== RECORDED INFORMATION ==
•••

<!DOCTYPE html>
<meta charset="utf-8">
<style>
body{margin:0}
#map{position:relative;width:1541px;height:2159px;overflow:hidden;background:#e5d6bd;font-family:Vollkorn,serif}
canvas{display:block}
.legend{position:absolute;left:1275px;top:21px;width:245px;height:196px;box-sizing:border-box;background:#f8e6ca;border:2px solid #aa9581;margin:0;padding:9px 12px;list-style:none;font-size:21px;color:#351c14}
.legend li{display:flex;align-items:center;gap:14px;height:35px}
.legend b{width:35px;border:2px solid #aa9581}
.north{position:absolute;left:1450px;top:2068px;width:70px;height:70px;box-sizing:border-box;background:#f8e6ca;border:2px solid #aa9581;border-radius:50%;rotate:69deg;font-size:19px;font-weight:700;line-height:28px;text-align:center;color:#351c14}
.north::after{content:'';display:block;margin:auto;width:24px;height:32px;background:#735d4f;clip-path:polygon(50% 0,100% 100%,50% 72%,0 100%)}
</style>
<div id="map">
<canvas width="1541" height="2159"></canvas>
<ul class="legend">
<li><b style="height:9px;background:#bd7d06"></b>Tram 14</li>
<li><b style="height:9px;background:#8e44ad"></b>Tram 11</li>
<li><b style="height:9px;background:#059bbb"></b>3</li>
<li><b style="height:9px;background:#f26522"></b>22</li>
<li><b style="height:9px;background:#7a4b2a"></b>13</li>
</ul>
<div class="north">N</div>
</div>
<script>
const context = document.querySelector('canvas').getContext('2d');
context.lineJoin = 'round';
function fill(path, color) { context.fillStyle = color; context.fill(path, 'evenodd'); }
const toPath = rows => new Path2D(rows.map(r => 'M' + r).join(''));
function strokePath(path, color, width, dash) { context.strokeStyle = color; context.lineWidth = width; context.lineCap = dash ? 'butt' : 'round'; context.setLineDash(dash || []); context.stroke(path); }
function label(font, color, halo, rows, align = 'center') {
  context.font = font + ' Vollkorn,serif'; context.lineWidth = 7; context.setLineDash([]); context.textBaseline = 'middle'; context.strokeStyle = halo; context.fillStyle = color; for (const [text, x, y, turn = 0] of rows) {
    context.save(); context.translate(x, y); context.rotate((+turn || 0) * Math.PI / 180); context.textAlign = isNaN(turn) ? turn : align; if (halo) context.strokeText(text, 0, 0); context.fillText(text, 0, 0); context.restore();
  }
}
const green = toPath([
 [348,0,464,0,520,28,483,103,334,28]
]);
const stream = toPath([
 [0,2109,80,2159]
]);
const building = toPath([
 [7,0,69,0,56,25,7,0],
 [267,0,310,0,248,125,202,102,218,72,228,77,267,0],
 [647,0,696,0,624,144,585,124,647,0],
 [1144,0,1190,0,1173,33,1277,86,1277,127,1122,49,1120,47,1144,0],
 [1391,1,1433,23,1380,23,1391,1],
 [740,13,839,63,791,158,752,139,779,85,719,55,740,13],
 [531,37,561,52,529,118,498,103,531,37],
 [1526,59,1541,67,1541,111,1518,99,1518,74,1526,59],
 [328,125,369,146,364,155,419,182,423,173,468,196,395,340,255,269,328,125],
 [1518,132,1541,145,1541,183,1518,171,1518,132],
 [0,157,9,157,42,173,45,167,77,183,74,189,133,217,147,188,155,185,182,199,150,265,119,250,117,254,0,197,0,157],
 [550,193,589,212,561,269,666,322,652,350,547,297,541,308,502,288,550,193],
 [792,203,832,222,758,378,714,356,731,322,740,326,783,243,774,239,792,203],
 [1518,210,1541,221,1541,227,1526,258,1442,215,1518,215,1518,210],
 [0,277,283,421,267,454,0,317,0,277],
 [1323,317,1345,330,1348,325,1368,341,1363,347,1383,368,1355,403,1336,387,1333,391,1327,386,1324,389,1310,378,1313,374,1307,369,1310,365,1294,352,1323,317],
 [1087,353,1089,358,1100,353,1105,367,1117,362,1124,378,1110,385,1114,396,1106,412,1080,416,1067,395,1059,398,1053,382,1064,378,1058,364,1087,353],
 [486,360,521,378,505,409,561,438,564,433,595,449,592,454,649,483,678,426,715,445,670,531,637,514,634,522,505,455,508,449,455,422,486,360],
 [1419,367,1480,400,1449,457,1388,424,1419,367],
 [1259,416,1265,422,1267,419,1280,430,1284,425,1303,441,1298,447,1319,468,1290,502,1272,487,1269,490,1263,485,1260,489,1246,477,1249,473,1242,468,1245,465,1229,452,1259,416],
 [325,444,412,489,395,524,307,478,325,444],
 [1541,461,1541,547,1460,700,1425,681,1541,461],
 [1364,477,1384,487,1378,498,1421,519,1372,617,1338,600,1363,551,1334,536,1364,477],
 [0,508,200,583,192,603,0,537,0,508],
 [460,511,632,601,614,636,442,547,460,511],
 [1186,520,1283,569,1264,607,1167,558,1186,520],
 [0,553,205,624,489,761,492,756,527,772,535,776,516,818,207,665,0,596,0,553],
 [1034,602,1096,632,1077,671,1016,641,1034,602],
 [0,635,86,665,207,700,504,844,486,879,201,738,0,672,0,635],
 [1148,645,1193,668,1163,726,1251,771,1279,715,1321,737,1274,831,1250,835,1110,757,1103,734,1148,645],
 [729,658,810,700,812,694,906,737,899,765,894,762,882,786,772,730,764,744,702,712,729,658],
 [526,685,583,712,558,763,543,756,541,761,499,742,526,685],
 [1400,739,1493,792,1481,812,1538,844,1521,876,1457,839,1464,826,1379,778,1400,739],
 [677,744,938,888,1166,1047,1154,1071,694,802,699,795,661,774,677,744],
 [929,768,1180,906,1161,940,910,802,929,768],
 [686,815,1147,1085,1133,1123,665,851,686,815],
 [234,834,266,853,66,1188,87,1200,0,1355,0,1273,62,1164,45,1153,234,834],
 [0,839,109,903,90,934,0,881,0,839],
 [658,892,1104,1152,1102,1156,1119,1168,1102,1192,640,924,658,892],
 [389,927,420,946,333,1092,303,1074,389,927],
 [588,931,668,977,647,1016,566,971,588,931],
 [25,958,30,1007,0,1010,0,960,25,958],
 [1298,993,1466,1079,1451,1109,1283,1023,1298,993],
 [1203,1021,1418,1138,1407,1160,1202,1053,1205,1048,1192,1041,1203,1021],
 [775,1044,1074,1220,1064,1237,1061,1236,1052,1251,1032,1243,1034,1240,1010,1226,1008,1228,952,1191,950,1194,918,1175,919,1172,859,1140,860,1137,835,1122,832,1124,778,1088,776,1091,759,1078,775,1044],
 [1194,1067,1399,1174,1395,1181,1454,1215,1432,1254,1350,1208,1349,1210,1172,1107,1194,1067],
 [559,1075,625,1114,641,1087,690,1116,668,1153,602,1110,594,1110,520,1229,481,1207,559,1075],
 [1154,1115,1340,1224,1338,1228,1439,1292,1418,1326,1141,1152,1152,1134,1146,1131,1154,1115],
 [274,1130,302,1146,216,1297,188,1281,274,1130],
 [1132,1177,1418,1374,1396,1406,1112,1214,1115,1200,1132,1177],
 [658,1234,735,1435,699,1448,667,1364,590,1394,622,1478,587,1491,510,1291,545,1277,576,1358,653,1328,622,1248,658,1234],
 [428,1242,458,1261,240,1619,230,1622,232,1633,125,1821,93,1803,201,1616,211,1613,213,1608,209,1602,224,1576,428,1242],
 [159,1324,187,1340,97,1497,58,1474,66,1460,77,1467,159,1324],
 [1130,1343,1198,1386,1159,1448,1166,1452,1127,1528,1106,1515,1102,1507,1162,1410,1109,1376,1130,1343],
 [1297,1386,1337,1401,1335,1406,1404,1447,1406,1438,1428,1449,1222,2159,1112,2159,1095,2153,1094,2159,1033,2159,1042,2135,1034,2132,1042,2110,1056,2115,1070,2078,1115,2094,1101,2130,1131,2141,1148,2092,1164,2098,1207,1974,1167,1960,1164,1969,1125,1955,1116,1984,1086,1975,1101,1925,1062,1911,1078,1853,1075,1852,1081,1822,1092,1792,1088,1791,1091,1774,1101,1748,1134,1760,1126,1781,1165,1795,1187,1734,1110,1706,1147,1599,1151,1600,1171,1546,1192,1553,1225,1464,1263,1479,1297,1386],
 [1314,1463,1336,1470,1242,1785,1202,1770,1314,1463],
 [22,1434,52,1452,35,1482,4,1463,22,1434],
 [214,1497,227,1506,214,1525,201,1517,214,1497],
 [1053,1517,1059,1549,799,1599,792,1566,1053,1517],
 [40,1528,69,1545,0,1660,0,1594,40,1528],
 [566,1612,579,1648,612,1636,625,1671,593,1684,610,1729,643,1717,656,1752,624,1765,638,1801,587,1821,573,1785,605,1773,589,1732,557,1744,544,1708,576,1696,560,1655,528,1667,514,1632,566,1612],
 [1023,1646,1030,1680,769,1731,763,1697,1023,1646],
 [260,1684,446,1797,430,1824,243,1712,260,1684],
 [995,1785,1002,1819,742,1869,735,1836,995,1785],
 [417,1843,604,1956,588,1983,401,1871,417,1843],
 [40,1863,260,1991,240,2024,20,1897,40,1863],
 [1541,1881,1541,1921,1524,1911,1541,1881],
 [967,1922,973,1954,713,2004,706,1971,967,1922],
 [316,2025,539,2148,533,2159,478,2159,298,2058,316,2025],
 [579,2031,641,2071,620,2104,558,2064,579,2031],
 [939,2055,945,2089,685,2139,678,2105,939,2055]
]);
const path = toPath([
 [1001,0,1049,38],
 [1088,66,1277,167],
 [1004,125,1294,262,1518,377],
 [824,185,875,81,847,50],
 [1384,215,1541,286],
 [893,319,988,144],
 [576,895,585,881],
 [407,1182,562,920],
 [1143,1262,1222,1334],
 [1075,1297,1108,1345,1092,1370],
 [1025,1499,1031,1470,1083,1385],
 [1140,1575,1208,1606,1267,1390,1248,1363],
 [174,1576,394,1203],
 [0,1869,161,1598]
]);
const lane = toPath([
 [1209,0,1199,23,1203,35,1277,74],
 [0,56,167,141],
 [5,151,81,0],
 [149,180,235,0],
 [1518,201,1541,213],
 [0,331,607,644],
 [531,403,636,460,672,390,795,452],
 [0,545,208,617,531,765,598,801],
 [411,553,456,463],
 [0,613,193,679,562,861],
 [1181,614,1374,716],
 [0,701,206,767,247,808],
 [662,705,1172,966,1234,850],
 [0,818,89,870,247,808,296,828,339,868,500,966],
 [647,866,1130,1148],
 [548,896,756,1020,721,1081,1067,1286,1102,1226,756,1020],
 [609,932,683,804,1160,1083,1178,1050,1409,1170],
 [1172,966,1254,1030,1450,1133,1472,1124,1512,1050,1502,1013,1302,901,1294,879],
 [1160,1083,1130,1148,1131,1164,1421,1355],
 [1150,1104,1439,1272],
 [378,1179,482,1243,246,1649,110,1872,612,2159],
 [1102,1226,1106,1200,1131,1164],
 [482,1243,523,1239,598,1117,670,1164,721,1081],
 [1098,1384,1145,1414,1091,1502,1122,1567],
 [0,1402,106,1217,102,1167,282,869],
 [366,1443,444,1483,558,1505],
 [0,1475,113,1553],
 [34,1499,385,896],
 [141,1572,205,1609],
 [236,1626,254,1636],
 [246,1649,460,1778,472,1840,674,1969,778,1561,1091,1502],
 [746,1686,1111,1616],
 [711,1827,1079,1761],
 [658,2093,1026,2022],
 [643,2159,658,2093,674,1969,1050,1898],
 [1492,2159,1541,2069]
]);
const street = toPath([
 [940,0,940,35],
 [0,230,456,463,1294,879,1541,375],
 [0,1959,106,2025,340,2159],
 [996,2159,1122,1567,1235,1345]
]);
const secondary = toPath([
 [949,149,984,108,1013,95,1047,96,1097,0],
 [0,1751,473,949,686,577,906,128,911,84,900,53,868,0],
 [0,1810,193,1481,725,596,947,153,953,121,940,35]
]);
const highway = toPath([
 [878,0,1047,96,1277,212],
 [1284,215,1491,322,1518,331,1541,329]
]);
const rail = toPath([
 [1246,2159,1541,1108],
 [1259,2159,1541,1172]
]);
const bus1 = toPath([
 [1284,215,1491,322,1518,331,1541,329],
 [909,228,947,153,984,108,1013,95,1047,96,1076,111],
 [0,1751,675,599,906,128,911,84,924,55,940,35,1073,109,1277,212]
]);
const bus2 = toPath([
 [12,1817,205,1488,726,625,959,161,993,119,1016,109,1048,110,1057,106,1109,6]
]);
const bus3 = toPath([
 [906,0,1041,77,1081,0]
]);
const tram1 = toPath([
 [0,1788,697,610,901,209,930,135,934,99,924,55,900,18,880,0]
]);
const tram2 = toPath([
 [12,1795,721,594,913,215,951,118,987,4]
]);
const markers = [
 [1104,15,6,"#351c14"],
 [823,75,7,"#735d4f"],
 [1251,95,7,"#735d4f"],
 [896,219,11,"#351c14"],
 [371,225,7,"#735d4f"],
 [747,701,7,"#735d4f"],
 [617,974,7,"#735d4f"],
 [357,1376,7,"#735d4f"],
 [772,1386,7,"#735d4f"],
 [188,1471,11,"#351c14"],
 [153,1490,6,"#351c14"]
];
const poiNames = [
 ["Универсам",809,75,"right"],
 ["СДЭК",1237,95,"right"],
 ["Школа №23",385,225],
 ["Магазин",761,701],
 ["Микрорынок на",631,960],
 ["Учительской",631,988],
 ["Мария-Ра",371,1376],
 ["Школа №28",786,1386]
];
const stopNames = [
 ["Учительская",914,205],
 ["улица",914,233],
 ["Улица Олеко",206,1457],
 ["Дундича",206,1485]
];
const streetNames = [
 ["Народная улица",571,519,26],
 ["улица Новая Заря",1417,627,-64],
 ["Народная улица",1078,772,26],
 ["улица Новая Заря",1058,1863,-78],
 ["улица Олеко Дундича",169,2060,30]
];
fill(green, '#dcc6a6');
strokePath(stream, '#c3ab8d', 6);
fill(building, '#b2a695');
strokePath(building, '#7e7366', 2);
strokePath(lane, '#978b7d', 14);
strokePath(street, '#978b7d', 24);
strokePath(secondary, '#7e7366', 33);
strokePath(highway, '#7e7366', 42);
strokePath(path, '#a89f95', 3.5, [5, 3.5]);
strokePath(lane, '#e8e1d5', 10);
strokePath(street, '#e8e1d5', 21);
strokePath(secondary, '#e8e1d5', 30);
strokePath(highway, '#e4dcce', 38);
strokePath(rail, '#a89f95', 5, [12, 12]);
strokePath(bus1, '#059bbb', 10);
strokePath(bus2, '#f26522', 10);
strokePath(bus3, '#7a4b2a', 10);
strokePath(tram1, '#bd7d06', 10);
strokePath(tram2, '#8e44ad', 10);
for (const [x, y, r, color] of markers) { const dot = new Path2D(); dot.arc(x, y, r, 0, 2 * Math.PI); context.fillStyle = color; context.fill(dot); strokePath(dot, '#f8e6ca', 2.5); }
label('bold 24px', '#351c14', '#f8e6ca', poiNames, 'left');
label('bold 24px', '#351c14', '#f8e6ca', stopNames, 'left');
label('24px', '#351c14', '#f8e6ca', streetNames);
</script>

•••

== WORK ORDER ==
Filter the records above for the string "lineWidth" and copy each matching line.

== EXPECTED ANSWER ==
function strokePath(path, color, width, dash) { context.strokeStyle = color; context.lineWidth = width; context.lineCap = dash ? 'butt' : 'round'; context.setLineDash(dash || []); context.stroke(path); }
  context.font = font + ' Vollkorn,serif'; context.lineWidth = 7; context.setLineDash([]); context.textBaseline = 'middle'; context.strokeStyle = halo; context.fillStyle = color; for (const [text, x, y, turn = 0] of rows) {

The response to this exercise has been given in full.